Abstract

Cemented carbides, known as the "teeth of industry", are widely used in aerospace, resource mining, equipment manufacturing, rail transit, and electronic information industries, among others. Additive manufacturing (AM) technology provides a new route for preparing geometrically complex cemented carbide parts. In this paper, we review the progress in respect of AM technology in WC-Co cemented carbides. We first introduce the two technology routes for AM of WC-Co cemented carbides: powder bed fusion (PBF), based on hot forming technology (e.g., selective laser sintering, selective laser melting, and selective electron beam melting), and forming–debinding–sintering (FDS), based on green-body cold forming along with debinding and sintering processes (e.g., binder jetting additive manufacturing–debinding–sintering, fused deposition modeling–debinding–sintering, and 3D gel printing–debinding–sintering).
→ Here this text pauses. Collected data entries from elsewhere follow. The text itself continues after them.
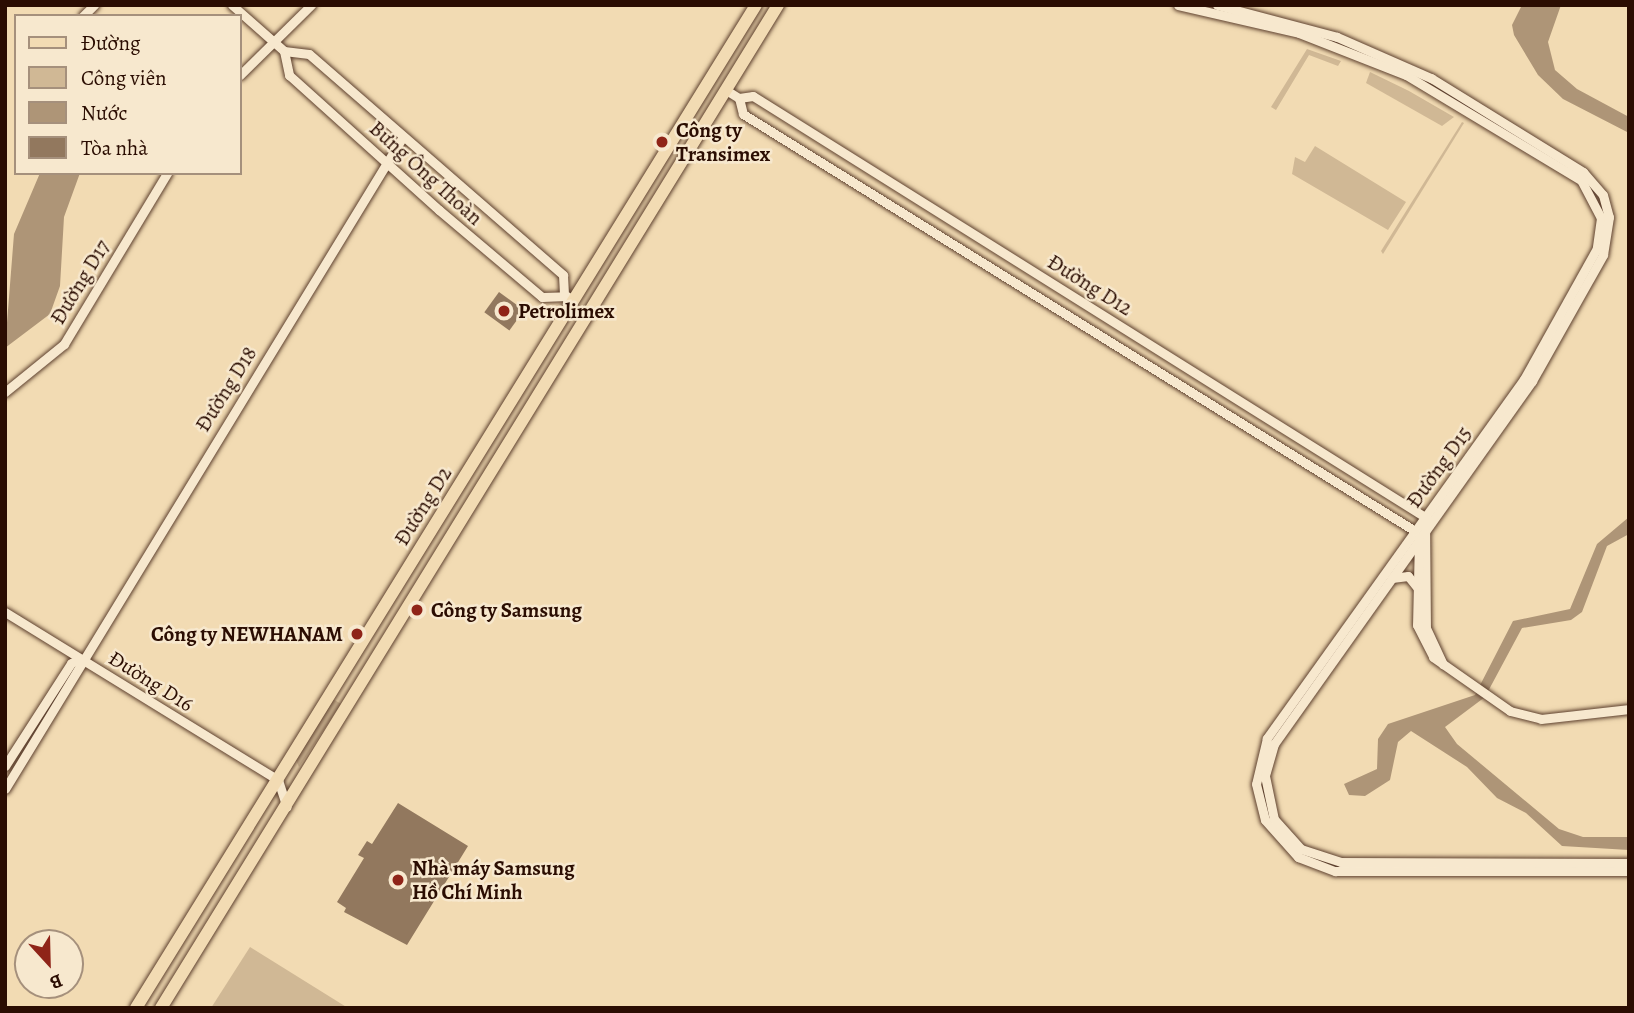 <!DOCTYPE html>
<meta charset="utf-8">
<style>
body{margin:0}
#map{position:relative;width:1634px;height:1013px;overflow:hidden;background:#f2dbb3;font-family:Alegreya,serif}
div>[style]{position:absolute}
.green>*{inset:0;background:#d0b895}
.water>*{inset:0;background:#ae9577}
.building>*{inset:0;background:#92785e;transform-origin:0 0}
.roads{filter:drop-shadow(0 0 2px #5d402e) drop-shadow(0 0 2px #5d402e)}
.minor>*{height:9px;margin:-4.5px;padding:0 4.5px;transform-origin:4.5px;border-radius:4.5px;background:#f7e8ce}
.major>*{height:12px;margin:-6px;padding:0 6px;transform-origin:6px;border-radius:6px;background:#f2dbb3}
.dots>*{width:19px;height:19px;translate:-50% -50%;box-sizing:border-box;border:4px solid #f7e8ce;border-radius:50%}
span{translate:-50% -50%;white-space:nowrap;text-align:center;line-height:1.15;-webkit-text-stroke:5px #f7e8ce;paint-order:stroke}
.poi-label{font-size:21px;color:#2b0d02;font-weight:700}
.left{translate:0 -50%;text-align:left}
.right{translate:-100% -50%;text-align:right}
.street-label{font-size:21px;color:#2b0d02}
.frame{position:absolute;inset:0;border:7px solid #2b0d02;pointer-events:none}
.legend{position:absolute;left:14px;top:14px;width:228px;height:161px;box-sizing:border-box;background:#f7e8ce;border:2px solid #a5907c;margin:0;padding:9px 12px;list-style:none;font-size:21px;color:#2b0d02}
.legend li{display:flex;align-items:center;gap:14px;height:35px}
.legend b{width:35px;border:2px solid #a5907c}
.north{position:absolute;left:14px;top:929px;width:70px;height:70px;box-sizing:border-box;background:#f7e8ce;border:2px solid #a5907c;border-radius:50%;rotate:158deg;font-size:19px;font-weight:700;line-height:28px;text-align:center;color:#2b0d02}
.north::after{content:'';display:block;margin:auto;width:24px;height:32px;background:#8f2418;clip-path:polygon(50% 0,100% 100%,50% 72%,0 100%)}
</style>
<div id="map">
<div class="green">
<i style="clip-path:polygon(1307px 49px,1341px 61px,1338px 66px,1309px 55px,1276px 110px,1271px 107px)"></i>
<i style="clip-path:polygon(1370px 72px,1409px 91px,1454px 117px,1442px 126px,1366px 83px)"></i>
<i style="clip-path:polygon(1462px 122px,1464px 123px,1383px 254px,1381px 251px)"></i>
<i style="clip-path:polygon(1315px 146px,1406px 202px,1388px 230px,1292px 174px,1295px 157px,1305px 162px)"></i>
<i style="clip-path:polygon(333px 699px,341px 704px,299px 767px,296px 760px)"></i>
<i style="clip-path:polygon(250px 947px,348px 1008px,211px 1008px)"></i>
</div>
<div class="water">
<i style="clip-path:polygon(1522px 5px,1561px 5px,1548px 42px,1555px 70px,1577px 89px,1629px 117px,1629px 133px,1563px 99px,1538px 75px,1514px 35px,1512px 25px)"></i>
<i style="clip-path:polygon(40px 173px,80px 173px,64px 217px,60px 286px,50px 314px,5px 348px,14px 234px)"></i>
<i style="clip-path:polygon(1629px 517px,1629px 534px,1607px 546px,1582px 612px,1571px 620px,1522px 628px,1485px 697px,1445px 727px,1457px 744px,1559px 829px,1583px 837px,1629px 837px,1629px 850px,1562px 846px,1526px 813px,1497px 798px,1467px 767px,1411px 731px,1398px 742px,1390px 780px,1365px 796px,1349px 795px,1344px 784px,1377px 769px,1378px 739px,1388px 724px,1475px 695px,1513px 621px,1570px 609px,1597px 544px)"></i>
</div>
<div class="building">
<i style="left:499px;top:292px;width:31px;height:25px;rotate:36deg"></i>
<i style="clip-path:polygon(398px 803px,468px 846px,407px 945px,344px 912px,346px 908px,337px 902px,364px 858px,358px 855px,367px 841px,372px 844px)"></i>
</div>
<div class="roads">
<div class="minor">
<i style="left:232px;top:5px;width:69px;rotate:41.5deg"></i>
<i style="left:284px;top:51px;width:25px;rotate:7deg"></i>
<i style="left:309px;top:54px;width:337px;rotate:41deg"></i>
<i style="left:563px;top:275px;width:19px;rotate:87deg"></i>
<i style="left:1178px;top:5px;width:124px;rotate:13deg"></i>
<i style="left:1299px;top:33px;width:115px;rotate:21.4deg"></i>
<i style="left:1406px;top:75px;width:204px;rotate:31deg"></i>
<i style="left:1581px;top:180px;width:43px;rotate:62.2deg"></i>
<i style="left:1601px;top:218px;width:30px;rotate:98deg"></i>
<i style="left:1597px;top:248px;width:150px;rotate:119.1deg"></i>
<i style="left:1524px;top:379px;width:442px;rotate:125.6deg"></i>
<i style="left:1267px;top:738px;width:47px;rotate:103.4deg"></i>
<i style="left:1256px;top:784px;width:37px;rotate:76deg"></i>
<i style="left:1265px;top:820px;width:50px;rotate:48.3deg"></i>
<i style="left:1298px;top:857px;width:40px;rotate:21deg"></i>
<i style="left:1335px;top:871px;width:294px"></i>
<i style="left:1217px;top:5px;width:124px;rotate:14.9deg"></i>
<i style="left:1337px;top:37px;width:103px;rotate:23.6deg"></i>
<i style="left:1431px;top:78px;width:179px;rotate:31.7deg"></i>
<i style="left:1583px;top:172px;width:30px;rotate:49deg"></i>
<i style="left:1603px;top:195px;width:23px;rotate:75deg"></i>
<i style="left:1609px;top:217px;width:38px;rotate:99deg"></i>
<i style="left:1603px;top:255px;width:145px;rotate:119.4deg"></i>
<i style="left:1532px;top:381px;width:445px;rotate:125.4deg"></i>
<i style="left:1274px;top:744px;width:33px;rotate:106deg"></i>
<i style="left:1265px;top:776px;width:44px;rotate:78.2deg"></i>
<i style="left:1274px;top:819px;width:40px;rotate:48deg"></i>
<i style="left:1301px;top:849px;width:42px;rotate:18deg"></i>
<i style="left:1341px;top:862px;width:288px;rotate:0.2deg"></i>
<i style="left:83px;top:16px;width:16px;rotate:-45deg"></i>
<i style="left:284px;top:51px;width:25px;rotate:78deg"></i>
<i style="left:289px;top:75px;width:202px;rotate:42deg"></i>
<i style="left:439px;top:210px;width:135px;rotate:40.2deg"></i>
<i style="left:542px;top:297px;width:25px;rotate:-2deg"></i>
<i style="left:240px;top:75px;width:100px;rotate:-44.6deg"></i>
<i style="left:726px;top:90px;width:15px;rotate:32deg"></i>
<i style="left:739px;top:98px;width:14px;rotate:-8deg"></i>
<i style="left:753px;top:96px;width:793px;rotate:32.07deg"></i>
<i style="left:1425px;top:517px;width:111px;rotate:89.5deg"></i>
<i style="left:1426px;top:628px;width:40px;rotate:65deg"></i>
<i style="left:739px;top:98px;width:16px;rotate:76deg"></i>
<i style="left:743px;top:114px;width:791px;rotate:31.82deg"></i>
<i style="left:5px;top:392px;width:76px;rotate:-39.1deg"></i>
<i style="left:64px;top:344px;width:200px;rotate:-58.9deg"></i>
<i style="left:1419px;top:538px;width:87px;rotate:91.3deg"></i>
<i style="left:1417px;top:625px;width:36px;rotate:63deg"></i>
<i style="left:1433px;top:657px;width:94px;rotate:35deg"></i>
<i style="left:1510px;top:711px;width:32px;rotate:14deg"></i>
<i style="left:1541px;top:719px;width:89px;rotate:-6.5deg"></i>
<i style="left:1392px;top:578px;width:16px;rotate:-7deg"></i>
<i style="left:1408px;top:576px;width:14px;rotate:51deg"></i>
<i style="left:5px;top:612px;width:321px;rotate:31.6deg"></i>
<i style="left:278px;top:780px;width:28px;rotate:72deg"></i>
<i style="left:5px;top:766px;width:122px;rotate:-57.3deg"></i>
<i style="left:71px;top:663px;width:10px;rotate:-24deg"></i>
<i style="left:5px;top:789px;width:763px;rotate:-58.62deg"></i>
</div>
<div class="major">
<i style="left:136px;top:1008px;width:1179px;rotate:-58.28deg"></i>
<i style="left:161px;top:1008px;width:1178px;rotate:-58.4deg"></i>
</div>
</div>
<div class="dots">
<i style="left:662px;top:142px;background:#8f2418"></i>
<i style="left:504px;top:311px;background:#8f2418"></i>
<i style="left:417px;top:610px;background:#8f2418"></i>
<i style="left:357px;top:634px;background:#8f2418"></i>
<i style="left:398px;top:880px;background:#8f2418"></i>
</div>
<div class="poi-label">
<span class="left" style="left:676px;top:142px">Công ty<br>Transimex</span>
<span class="left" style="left:518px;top:311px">Petrolimex</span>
<span class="left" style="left:431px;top:610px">Công ty Samsung</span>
<span class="right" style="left:343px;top:634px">Công ty NEWHANAM</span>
<span class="left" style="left:412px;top:880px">Nhà máy Samsung<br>Hồ Chí Minh</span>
</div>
<div class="street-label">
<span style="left:426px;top:173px;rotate:42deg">Bưng Ông Thoàn</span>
<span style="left:80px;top:282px;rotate:-59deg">Đường D17</span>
<span style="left:1090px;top:285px;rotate:32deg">Đường D12</span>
<span style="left:226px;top:389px;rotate:-58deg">Đường D18</span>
<span style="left:1439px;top:467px;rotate:-54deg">Đường D15</span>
<span style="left:423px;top:506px;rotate:-58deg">Đường D2</span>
<span style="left:151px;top:681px;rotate:32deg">Đường D16</span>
</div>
<div class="frame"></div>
<ul class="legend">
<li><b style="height:9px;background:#f2dbb3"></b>Đường</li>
<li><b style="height:19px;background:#d0b895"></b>Công viên</li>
<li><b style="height:19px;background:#ae9577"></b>Nước</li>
<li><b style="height:19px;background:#92785e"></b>Tòa nhà</li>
</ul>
<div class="north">B</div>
</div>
Furthermore, we analyze the key influencing factors in respect of the densification, metallurgical defects, microstructure evolution, and mechanical properties of WC-Co cemented carbides prepared using AM. We conclude that the critical problem in preparing WC-Co cemented carbides via PBF is the prevention of cracking and reducing porosity to improve the relative density, as well as avoiding the η phase. However, although FDS has shortcomings, including complex feedstock preparation (binder) and a long technological process, this technology shows promise for preparing high-performance WC-Co cemented carbides, because it sufficiently combines the advantages of AM and powder metallurgy. Finally, we identify and delineate the current research gaps and prospects of AM in respect of WC-Co cemented carbides from four aspects.